** TASK GOAL **
Please output the lines shown below exactly as they appear.

** COLLECTED DATA **
▬▬▬▬▬▬

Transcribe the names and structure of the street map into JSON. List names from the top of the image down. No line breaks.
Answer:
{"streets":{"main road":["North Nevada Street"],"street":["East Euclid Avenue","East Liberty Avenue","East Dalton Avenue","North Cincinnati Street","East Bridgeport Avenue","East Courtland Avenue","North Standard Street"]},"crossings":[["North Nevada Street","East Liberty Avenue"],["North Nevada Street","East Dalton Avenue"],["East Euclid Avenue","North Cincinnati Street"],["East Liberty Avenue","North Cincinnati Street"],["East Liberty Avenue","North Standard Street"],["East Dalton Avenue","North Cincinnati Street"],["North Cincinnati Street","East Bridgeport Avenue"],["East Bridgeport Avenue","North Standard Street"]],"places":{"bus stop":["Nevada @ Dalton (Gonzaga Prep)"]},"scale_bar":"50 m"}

▬▬▬▬▬▬

** REPLY **
Transcribe the names and structure of the street map into JSON. List names from the top of the image down. No line breaks.
Answer:
{"streets":{"main road":["North Nevada Street"],"street":["East Euclid Avenue","East Liberty Avenue","East Dalton Avenue","North Cincinnati Street","East Bridgeport Avenue","East Courtland Avenue","North Standard Street"]},"crossings":[["North Nevada Street","East Liberty Avenue"],["North Nevada Street","East Dalton Avenue"],["East Euclid Avenue","North Cincinnati Street"],["East Liberty Avenue","North Cincinnati Street"],["East Liberty Avenue","North Standard Street"],["East Dalton Avenue","North Cincinnati Street"],["North Cincinnati Street","East Bridgeport Avenue"],["East Bridgeport Avenue","North Standard Street"]],"places":{"bus stop":["Nevada @ Dalton (Gonzaga Prep)"]},"scale_bar":"50 m"}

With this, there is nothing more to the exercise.